TASK DIRECTIONS ▸
Search the listing for the string "setLineDash" and copy every line that contains it.

# # # #

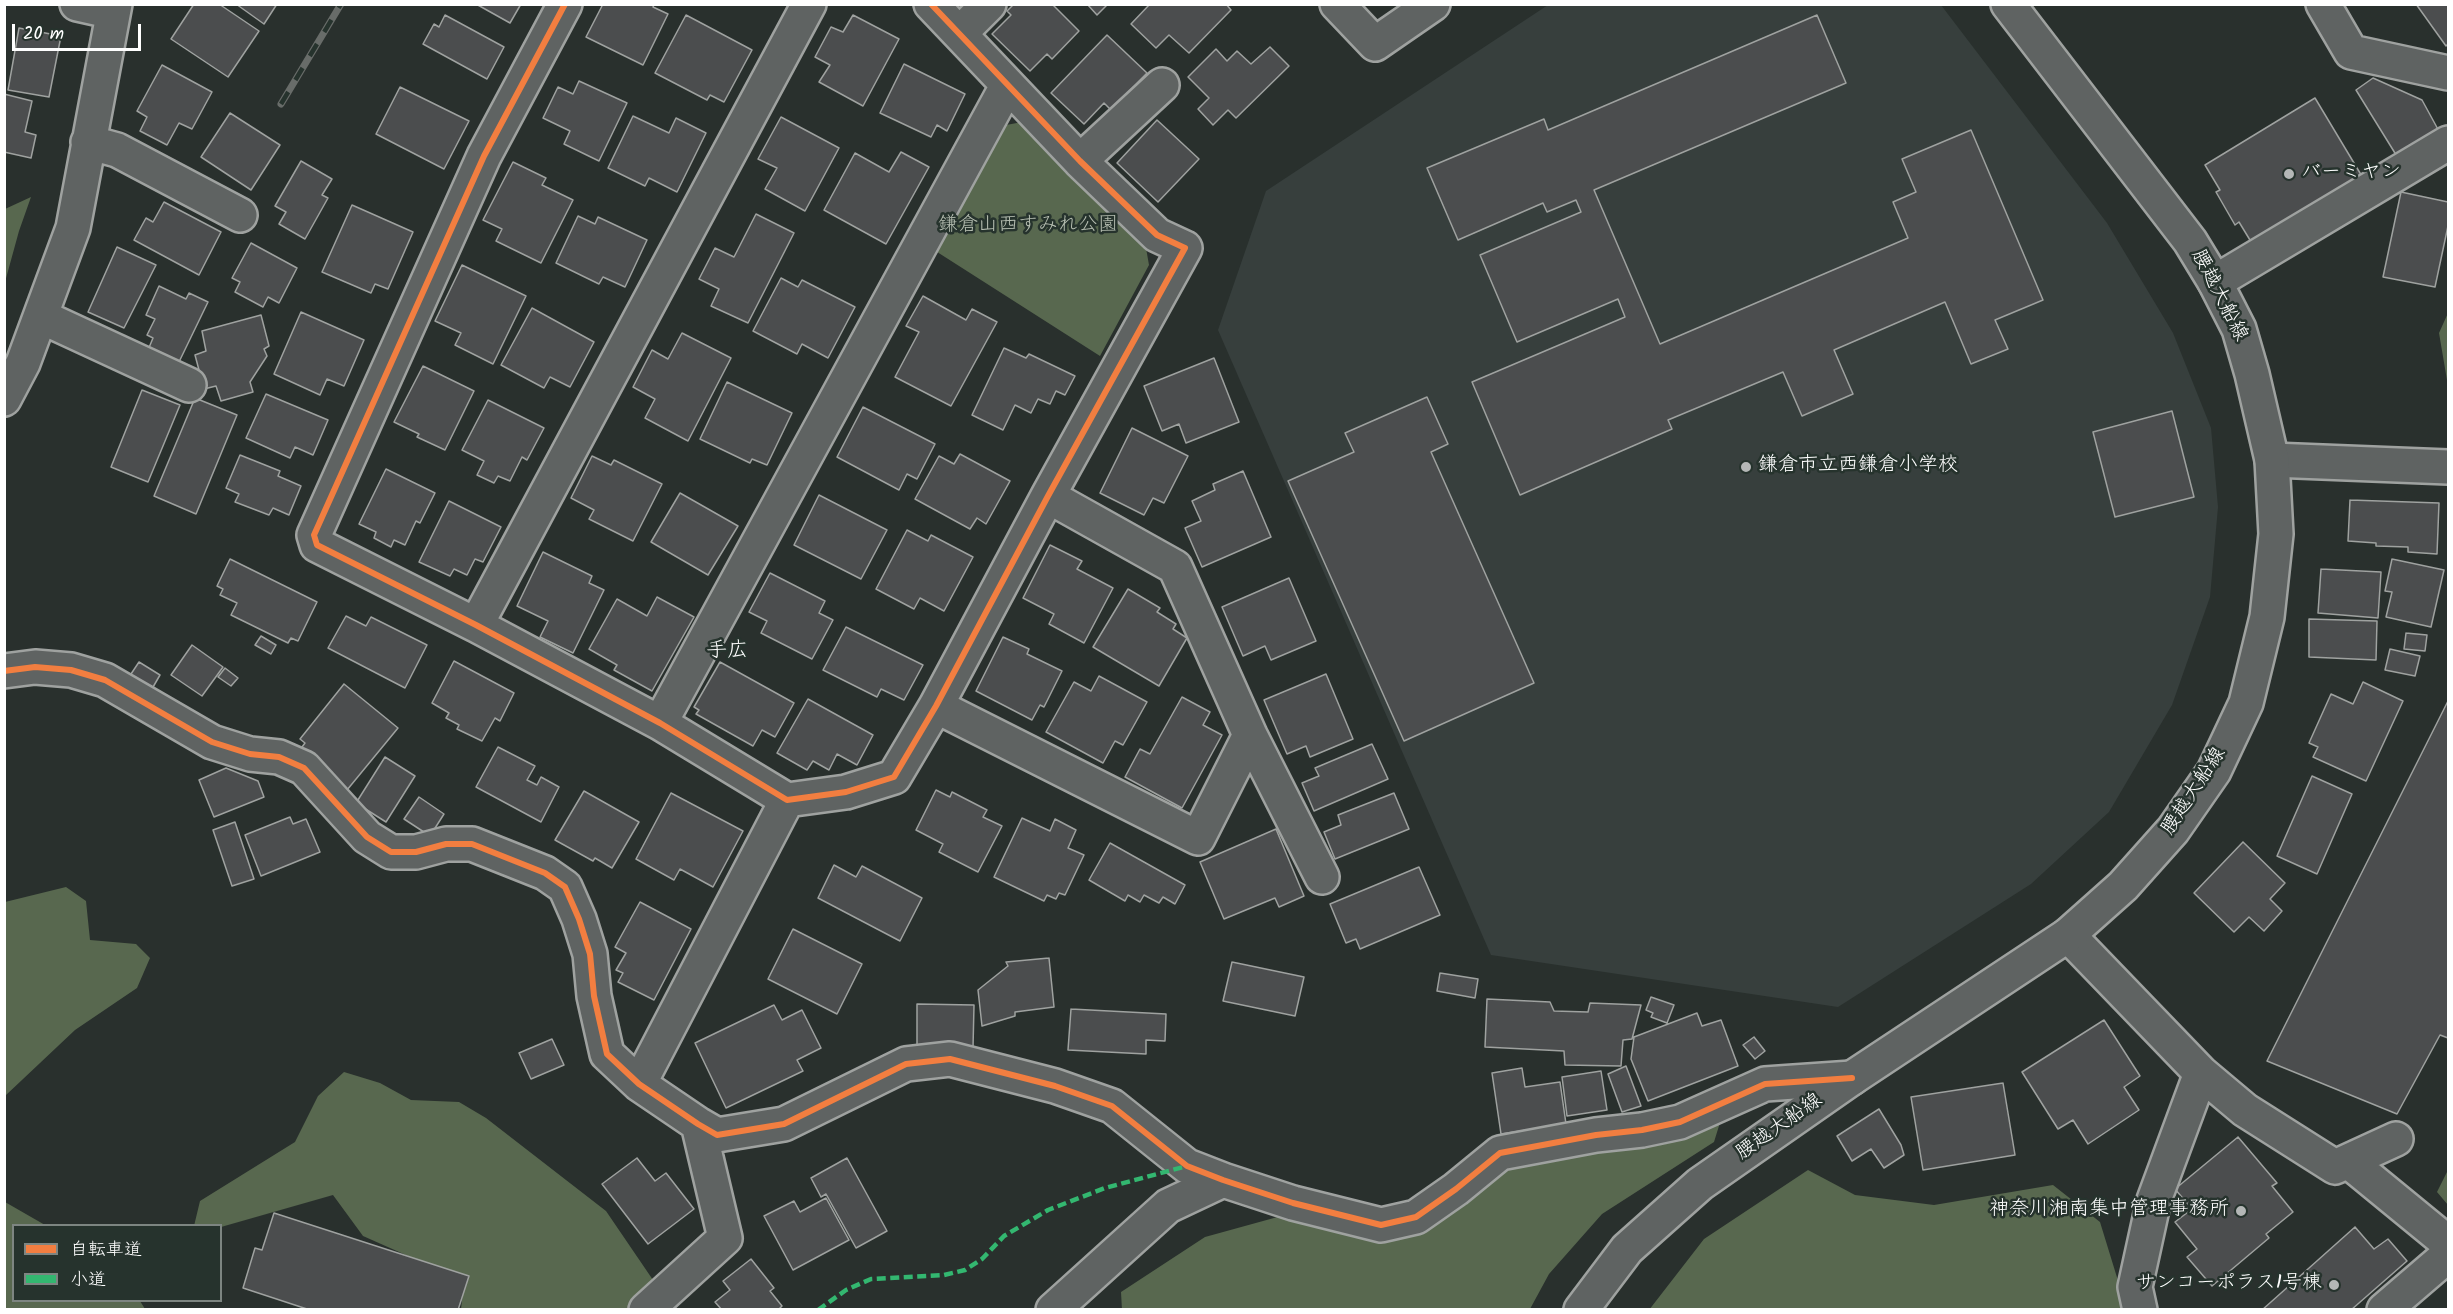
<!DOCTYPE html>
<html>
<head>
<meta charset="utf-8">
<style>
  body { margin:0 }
  #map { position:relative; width:2453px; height:1314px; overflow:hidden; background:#29302d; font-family:Kalam,"Klee One",sans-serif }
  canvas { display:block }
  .frame { position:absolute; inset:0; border:6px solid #fff; pointer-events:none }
  .legend { position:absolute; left:12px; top:1224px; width:210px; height:78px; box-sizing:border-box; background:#26332d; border:2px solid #7d8581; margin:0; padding:8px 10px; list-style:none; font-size:18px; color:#fff }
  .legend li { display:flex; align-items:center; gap:12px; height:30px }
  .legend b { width:30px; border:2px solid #7d8581 }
  .scale { position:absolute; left:12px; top:24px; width:129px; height:27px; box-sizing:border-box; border:3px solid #fff; border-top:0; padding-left:8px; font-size:18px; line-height:21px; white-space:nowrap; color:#fff; -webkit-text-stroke:4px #26332d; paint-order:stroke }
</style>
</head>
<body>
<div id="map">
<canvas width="2453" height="1314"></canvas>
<div class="frame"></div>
<ul class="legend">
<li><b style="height:8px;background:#f27e40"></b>自転車道</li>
<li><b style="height:8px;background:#33b770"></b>小道</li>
</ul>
<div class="scale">20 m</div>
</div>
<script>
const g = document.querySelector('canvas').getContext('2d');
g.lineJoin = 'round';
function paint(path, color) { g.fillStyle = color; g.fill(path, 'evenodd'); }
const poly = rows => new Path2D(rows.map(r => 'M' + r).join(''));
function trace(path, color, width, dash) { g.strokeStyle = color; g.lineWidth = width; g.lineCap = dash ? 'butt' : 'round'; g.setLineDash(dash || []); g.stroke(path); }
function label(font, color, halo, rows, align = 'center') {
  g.font = font + ' Kalam,"Klee One",sans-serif'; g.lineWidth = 5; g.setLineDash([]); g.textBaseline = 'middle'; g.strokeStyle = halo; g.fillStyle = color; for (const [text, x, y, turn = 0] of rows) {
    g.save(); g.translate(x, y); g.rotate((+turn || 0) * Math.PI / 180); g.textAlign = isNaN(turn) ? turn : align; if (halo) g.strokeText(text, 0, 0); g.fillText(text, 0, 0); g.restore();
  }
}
const built = poly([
  [1548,5,1941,5,2107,223,2173,333,2211,428,2218,507,2210,597,2172,705,2109,812,2031,884,1838,1007,1491,955,1218,330,1266,191]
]);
const green = poly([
  [1022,122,1146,248,1149,265,1100,356,934,250,1001,126],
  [31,197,19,231,5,282,5,209],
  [2448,313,2448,386,2439,333],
  [66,887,86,901,90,940,136,944,150,958,137,988,75,1030,5,1096,5,902],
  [344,1072,380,1083,411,1100,459,1102,486,1118,606,1211,653,1280,636,1309,461,1309,463,1292,433,1267,363,1236,333,1195,221,1227,194,1226,200,1201,295,1142,318,1096],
  [1722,1116,1714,1142,1602,1214,1549,1274,1530,1309,1122,1310,1121,1292,1205,1237,1292,1213,1367,1230,1506,1163],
  [1808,1170,1855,1195,1934,1205,2053,1185,2100,1222,2127,1310,1649,1310,1704,1239],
  [2448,1170,2448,1205,2437,1192],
  [5,1202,45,1225,14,1226,14,1300,140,1301,145,1309,5,1309]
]);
const building = poly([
  [194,4,219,4,259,31,228,77,171,39,194,4],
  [236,4,277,4,264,24,236,4],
  [476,4,521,4,510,23,476,4],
  [603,4,654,4,653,7,668,14,643,65,586,37,603,4],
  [1014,4,1052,4,1079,31,1052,59,1047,54,1030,71,992,34,1011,15,1007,11,1014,4],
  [1087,4,1108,4,1097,15,1087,4],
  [1150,4,1226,4,1231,10,1189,53,1169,35,1156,48,1131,24,1150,4],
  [2416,4,2448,4,2448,44,2446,46,2416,4],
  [445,15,504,47,487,79,423,44,434,24,439,27,445,15],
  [686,15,752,50,724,102,710,95,707,100,655,73,686,15],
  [853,15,899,39,863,106,819,82,830,65,815,57,831,27,843,32,853,15],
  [1817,15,1846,83,1594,190,1660,344,1908,238,1893,202,1916,192,1902,159,1971,130,2043,300,1995,320,2008,349,1971,364,1945,302,1834,350,1853,394,1802,416,1783,372,1668,420,1672,429,1520,495,1472,382,1625,317,1618,299,1517,342,1480,255,1581,212,1576,200,1547,212,1543,203,1458,240,1427,168,1544,119,1548,130,1817,15],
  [19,28,61,36,49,97,8,90,19,28],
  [1107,35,1147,73,1111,110,1104,103,1084,124,1051,93,1107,35],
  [1270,47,1289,66,1236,118,1228,110,1213,125,1198,109,1209,98,1188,77,1216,49,1227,61,1237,51,1251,64,1270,47],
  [904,64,965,94,947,131,937,125,931,137,880,113,904,64],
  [162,65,212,92,192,129,179,123,167,145,140,131,147,117,137,111,162,65],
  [2373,78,2422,100,2440,133,2398,158,2356,90,2373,78],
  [579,81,627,103,599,161,564,144,570,131,543,118,558,87,573,94,579,81],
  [400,87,469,121,444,169,376,134,400,87],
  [4,94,32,101,25,132,36,135,31,158,4,152,4,94],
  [2315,98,2363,178,2253,245,2239,222,2235,225,2216,192,2220,190,2205,165,2315,98],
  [230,113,280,145,251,190,201,157,230,113],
  [633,116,669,133,676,118,706,133,677,192,649,178,645,186,608,168,633,116],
  [781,117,839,148,805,211,765,189,777,168,758,159,781,117],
  [1157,120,1199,159,1158,202,1117,163,1157,120],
  [901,152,929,167,886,244,824,210,855,153,889,172,901,152],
  [301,161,332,179,322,195,328,198,305,239,279,224,286,212,275,206,301,161],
  [513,162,546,178,542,185,573,200,541,263,496,241,502,229,483,220,513,162],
  [2401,192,2448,202,2448,226,2435,287,2383,277,2401,192],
  [164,202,221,232,199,275,134,240,146,218,153,222,164,202],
  [352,205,413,232,388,289,375,284,371,293,322,272,352,205],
  [756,214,794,233,748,323,711,306,719,289,699,279,715,248,734,257,756,214],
  [578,216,595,224,598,217,647,240,625,287,603,277,599,284,556,263,578,216],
  [251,243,297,268,279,303,268,297,263,307,235,292,240,282,232,278,251,243],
  [117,247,156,265,124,328,88,312,117,247],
  [462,265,526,296,493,364,455,345,461,333,435,321,462,265],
  [781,278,798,287,802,280,855,307,828,358,802,344,797,354,753,331,781,278],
  [159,286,186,299,189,293,208,302,178,364,148,350,153,338,147,335,155,319,146,315,159,286],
  [923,296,966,320,972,309,997,322,951,406,895,377,919,332,906,326,923,296],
  [532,308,594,342,570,387,550,377,544,388,501,365,532,308],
  [301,312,364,340,344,386,327,379,320,395,274,374,301,312],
  [261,315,269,346,264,349,267,356,250,382,253,392,221,401,216,386,204,389,195,355,206,351,202,331,261,315],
  [682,333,731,358,688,441,645,418,655,399,633,387,652,350,668,359,682,333],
  [1004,348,1026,358,1029,354,1075,376,1065,395,1056,391,1050,404,1038,399,1031,413,1015,405,1003,430,972,415,1004,348],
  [1214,358,1239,422,1186,443,1179,424,1162,431,1144,386,1214,358],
  [423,366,474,391,445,450,417,437,419,434,394,422,423,366],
  [727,382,792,413,767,465,752,459,750,463,700,439,727,382],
  [142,390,180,405,148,482,111,467,142,390],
  [266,394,328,420,313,455,295,447,290,458,246,438,266,394],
  [1427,397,1448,444,1431,452,1534,683,1404,741,1288,481,1354,452,1345,433,1427,397],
  [195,398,237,415,196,514,154,496,195,398],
  [488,400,544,428,527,460,522,457,510,481,498,476,494,483,477,475,484,461,462,450,488,400],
  [863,407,935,444,917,479,907,474,899,490,837,457,863,407],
  [2172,411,2194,497,2115,517,2093,432,2172,411],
  [1132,428,1188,456,1164,503,1153,498,1144,515,1100,493,1132,428],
  [960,454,1010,481,986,524,977,518,970,529,915,499,939,456,954,464,960,454],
  [240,455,280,471,278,476,301,486,289,515,273,508,269,515,235,502,239,494,226,488,240,455],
  [592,456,611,465,614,460,662,484,633,541,589,519,594,510,571,498,592,456],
  [386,469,435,493,420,523,416,521,405,545,394,540,391,547,374,538,376,532,359,524,386,469],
  [1243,471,1271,537,1202,567,1185,528,1201,521,1192,501,1215,490,1213,484,1243,471],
  [680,493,738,526,708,575,651,542,680,493],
  [819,495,887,530,861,579,794,545,819,495],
  [2350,500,2439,503,2437,554,2408,552,2408,547,2376,546,2376,543,2348,541,2350,500],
  [449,501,501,527,483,562,475,559,467,575,454,569,450,576,419,562,449,501],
  [907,530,928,541,931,535,973,557,944,611,920,598,914,609,876,589,907,530],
  [1050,545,1082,561,1077,569,1113,588,1084,643,1049,624,1054,614,1023,598,1050,545],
  [543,552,592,576,589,583,604,590,573,653,540,637,548,621,517,606,543,552],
  [230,559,317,602,298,641,291,638,288,643,231,615,237,603,220,595,223,589,217,586,230,559],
  [2392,559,2444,570,2431,627,2386,617,2392,592,2385,591,2392,559],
  [2321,569,2381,572,2378,618,2318,613,2321,569],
  [770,573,825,601,819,613,833,620,812,659,761,633,767,621,749,612,770,573],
  [1289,578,1316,641,1271,660,1265,646,1243,656,1222,607,1289,578],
  [1128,589,1160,608,1157,612,1176,624,1173,629,1187,638,1159,686,1093,647,1128,589],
  [657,597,694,617,652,691,614,670,617,665,589,649,617,599,647,616,657,597],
  [346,616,366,626,371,617,427,645,405,688,328,648,346,616],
  [2309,619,2377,621,2376,660,2309,657,2309,619],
  [846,627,923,665,904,700,881,689,877,697,823,670,846,627],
  [2406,633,2427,635,2425,651,2404,649,2406,633],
  [261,636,276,645,271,654,255,645,261,636],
  [1003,637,1029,649,1027,654,1062,671,1044,707,1040,705,1032,720,976,691,1003,637],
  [192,645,223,667,202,696,171,675,192,645],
  [2390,649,2420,656,2415,676,2385,670,2390,649],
  [454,661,514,693,500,721,495,718,482,741,457,729,459,725,446,718,449,713,432,703,454,661],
  [139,662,160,675,149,694,127,680,139,662],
  [720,662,794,703,775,737,762,730,753,746,696,714,699,710,694,707,720,662],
  [225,668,238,678,231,686,218,677,225,668],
  [1326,674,1353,739,1310,757,1306,746,1287,754,1264,700,1326,674],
  [1099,676,1147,702,1123,745,1115,741,1103,763,1046,732,1074,682,1091,691,1099,676],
  [2363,682,2403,701,2366,781,2313,757,2318,747,2309,743,2331,694,2353,704,2363,682],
  [344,684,398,728,347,790,299,751,305,743,300,739,344,684],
  [1182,697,1210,712,1203,725,1222,735,1182,808,1125,777,1140,749,1150,754,1182,697],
  [808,699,873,735,857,765,837,754,829,770,813,761,807,770,777,753,808,699],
  [2448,701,2448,1038,2440,1035,2397,1114,2267,1061,2448,701],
  [1372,744,1388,779,1314,811,1302,783,1319,776,1315,768,1372,744],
  [498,747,535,766,527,780,537,785,541,777,559,787,541,822,476,787,498,747],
  [385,757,415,776,386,822,356,803,385,757],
  [226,768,258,781,264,797,214,817,199,780,226,768],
  [2312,776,2352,794,2317,874,2277,856,2312,776],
  [936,790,950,797,952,792,987,810,983,817,1002,826,978,872,939,852,943,844,916,830,936,790],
  [584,791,639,822,612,868,595,858,593,861,555,840,584,791],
  [671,793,743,831,713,887,680,869,674,880,636,859,671,793],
  [1394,793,1409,829,1335,859,1324,832,1341,825,1338,815,1394,793],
  [419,797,444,814,430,836,404,819,419,797],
  [290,817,293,824,306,819,320,852,261,876,245,835,290,817],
  [1022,818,1050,831,1055,819,1076,830,1068,848,1084,855,1065,895,1059,893,1056,899,1047,895,1044,901,994,877,1022,818],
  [235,822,254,879,232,886,213,830,235,822],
  [1276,829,1304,896,1279,907,1275,898,1224,919,1200,862,1276,829],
  [2243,842,2285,883,2270,899,2282,911,2264,931,2249,917,2234,932,2194,893,2243,842],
  [1110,843,1185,885,1175,904,1163,897,1159,903,1144,895,1140,902,1128,895,1125,901,1089,880,1110,843],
  [834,865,856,877,862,866,922,898,900,941,818,898,834,865],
  [1419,867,1440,915,1360,949,1356,939,1346,943,1330,904,1419,867],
  [640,902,691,929,654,1000,618,982,623,973,616,970,626,953,615,947,640,902],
  [793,929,862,964,837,1014,768,979,793,929],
  [1049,958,1054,1007,1015,1012,1015,1016,982,1026,978,990,1008,966,1006,962,1049,958],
  [1232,962,1304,977,1295,1016,1223,1001,1232,962],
  [1440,973,1478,979,1475,998,1437,991,1440,973],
  [1651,997,1674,1005,1667,1023,1651,1017,1653,1013,1646,1010,1651,997],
  [1487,999,1550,1002,1554,1011,1588,1012,1590,1003,1641,1005,1632,1039,1623,1040,1621,1066,1565,1065,1564,1051,1485,1047,1487,999],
  [917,1004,974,1005,973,1048,917,1048,917,1004],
  [774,1005,782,1020,802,1010,821,1048,797,1060,803,1071,726,1108,695,1043,774,1005],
  [1071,1009,1166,1014,1165,1041,1146,1040,1146,1054,1068,1050,1071,1009],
  [1697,1013,1702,1026,1721,1020,1738,1066,1648,1101,1631,1059,1634,1037,1697,1013],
  [2104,1020,2140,1076,2124,1087,2139,1110,2088,1144,2073,1120,2058,1129,2022,1072,2104,1020],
  [1754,1037,1765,1051,1755,1059,1743,1045,1754,1037],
  [552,1039,564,1065,531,1079,519,1053,552,1039],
  [1626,1066,1641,1106,1622,1112,1608,1074,1626,1066],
  [1522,1068,1525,1087,1560,1082,1566,1124,1501,1134,1492,1073,1522,1068],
  [1601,1071,1607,1110,1567,1116,1562,1077,1601,1071],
  [2003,1083,2015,1155,1923,1170,1911,1097,2003,1083],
  [1879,1109,1901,1145,1904,1155,1884,1168,1871,1149,1852,1161,1837,1136,1879,1109],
  [2238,1137,2277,1183,2272,1186,2293,1212,2266,1234,2269,1238,2212,1286,2187,1257,2197,1249,2175,1222,2192,1209,2175,1189,2238,1137],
  [637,1158,655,1181,666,1173,694,1209,648,1244,602,1184,637,1158],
  [847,1158,887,1231,856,1248,826,1194,821,1197,811,1178,847,1158],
  [826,1198,849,1240,793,1270,764,1216,794,1201,800,1212,826,1198],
  [274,1213,469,1276,458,1310,310,1310,243,1288,255,1248,262,1250,274,1213],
  [2355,1227,2374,1249,2388,1239,2407,1261,2351,1310,2262,1310,2355,1227],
  [751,1259,774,1288,770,1291,782,1306,778,1310,722,1310,715,1302,730,1290,723,1281,751,1259]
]);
const minor = poly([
  [77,4,113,12],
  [565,4,484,156,314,535,317,545,476,625,660,723,787,800,846,792,894,777,936,706,1048,496,1185,248,1157,235,1080,161,931,4],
  [1337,4,1375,44,1433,4],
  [2323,4,2351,52,2448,73],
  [960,33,989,4],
  [88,142,117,150,240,215],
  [1080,161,1162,85],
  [2215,282,2448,143],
  [42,317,189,385],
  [4,399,23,363,73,228,115,4],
  [2272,460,2448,467],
  [1048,496,1175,567,1250,735,1322,877],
  [476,625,809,4],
  [4,671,35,667,71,670,105,680,212,742,250,754,279,757,304,768,367,837,391,852,416,852,446,844,472,844,545,873,565,887,579,919,590,954,594,996,607,1054,639,1084,698,1124,717,1135,784,1124,906,1064,950,1059,1055,1086,1112,1106,1187,1166,1223,1180,1293,1203,1381,1225,1416,1217,1456,1189,1500,1153,1596,1135,1642,1130,1680,1122,1765,1084,1852,1078],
  [936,706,1198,838,1250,735],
  [660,723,1007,86],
  [2068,935,2201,1073,2245,1110,2335,1167,2396,1139],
  [639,1084,787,800],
  [2348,1161,2448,1243],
  [646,1310,725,1238,698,1124],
  [1053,1310,1168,1206,1223,1180],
  [2140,1310,2135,1287,2154,1200,2201,1073],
  [2384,1310,2448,1255]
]);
const major = poly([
  [1581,1310,1627,1249,1700,1184,1852,1078,2068,935,2123,886,2173,830,2214,771,2246,703,2267,617,2276,534,2272,460,2252,374,2239,329,2215,282,2190,241,2008,4]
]);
const rail = poly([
  [281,104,341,4]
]);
const quiet = poly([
  [818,1310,846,1290,871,1279,944,1275,965,1270,982,1259,1004,1236,1048,1210,1105,1188,1187,1166]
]);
const cycleway = poly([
  [565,4,484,156,314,535,317,545,476,625,660,723,787,800,846,792,894,777,936,706,1048,496,1185,248,1157,235,1080,161,931,4],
  [4,671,35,667,71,670,105,680,212,742,250,754,279,757,304,768,367,837,391,852,416,852,446,844,472,844,545,873,565,887,579,919,590,954,594,996,607,1054,639,1084,698,1124,717,1135,784,1124,906,1064,950,1059,1055,1086,1112,1106,1187,1166,1223,1180,1293,1203,1381,1225,1416,1217,1456,1189,1500,1153,1596,1135,1642,1130,1680,1122,1765,1084,1852,1078]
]);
const markers = [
  [2289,174,6,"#b4b7b6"],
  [1746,467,6,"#b4b7b6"],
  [2241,1211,6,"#b4b7b6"],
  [2334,1285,6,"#b4b7b6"]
];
const poiNames = [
  ["バーミヤン",2301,174],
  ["鎌倉市立西鎌倉小学校",1758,467],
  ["神奈川湘南集中管理事務所",2229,1211,"right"],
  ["サンコーポラス1号棟",2322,1285,"right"]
];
const parkNames = [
  ["鎌倉山西すみれ公園",1028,227]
];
const streetNames = [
  ["腰越大船線",2218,296,63],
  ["腰越大船線",2195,792,-57],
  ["腰越大船線",1780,1128,-35]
];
const neighbourhoodNames = [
  ["手広",727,652]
];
paint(built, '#373f3d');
paint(green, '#58684f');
paint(building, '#4b4d4e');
trace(building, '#9fa2a0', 1.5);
trace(minor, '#9fa2a0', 38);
trace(major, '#9fa2a0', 38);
trace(minor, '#5f6362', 33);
trace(major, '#5f6362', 33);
trace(rail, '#686c69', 7);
trace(rail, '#26332d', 4.5, [14]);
trace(quiet, '#33b770', 4.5, [9, 4.5]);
trace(cycleway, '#f27e40', 6);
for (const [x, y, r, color] of markers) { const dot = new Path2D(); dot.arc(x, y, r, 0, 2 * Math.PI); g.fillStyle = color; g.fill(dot); trace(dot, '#26332d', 2); }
label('20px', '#fff', '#26332d', poiNames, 'left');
label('20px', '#b7bfb2', '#26332d', parkNames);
label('20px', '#fff', '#26332d', streetNames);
label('21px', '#fff', '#26332d', neighbourhoodNames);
</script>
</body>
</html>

# # # #

FINISHED EXERCISE ▸
function trace(path, color, width, dash) { g.strokeStyle = color; g.lineWidth = width; g.lineCap = dash ? 'butt' : 'round'; g.setLineDash(dash || []); g.stroke(path); }
  g.font = font + ' Kalam,"Klee One",sans-serif'; g.lineWidth = 5; g.setLineDash([]); g.textBaseline = 'middle'; g.strokeStyle = halo; g.fillStyle = color; for (const [text, x, y, turn = 0] of rows) {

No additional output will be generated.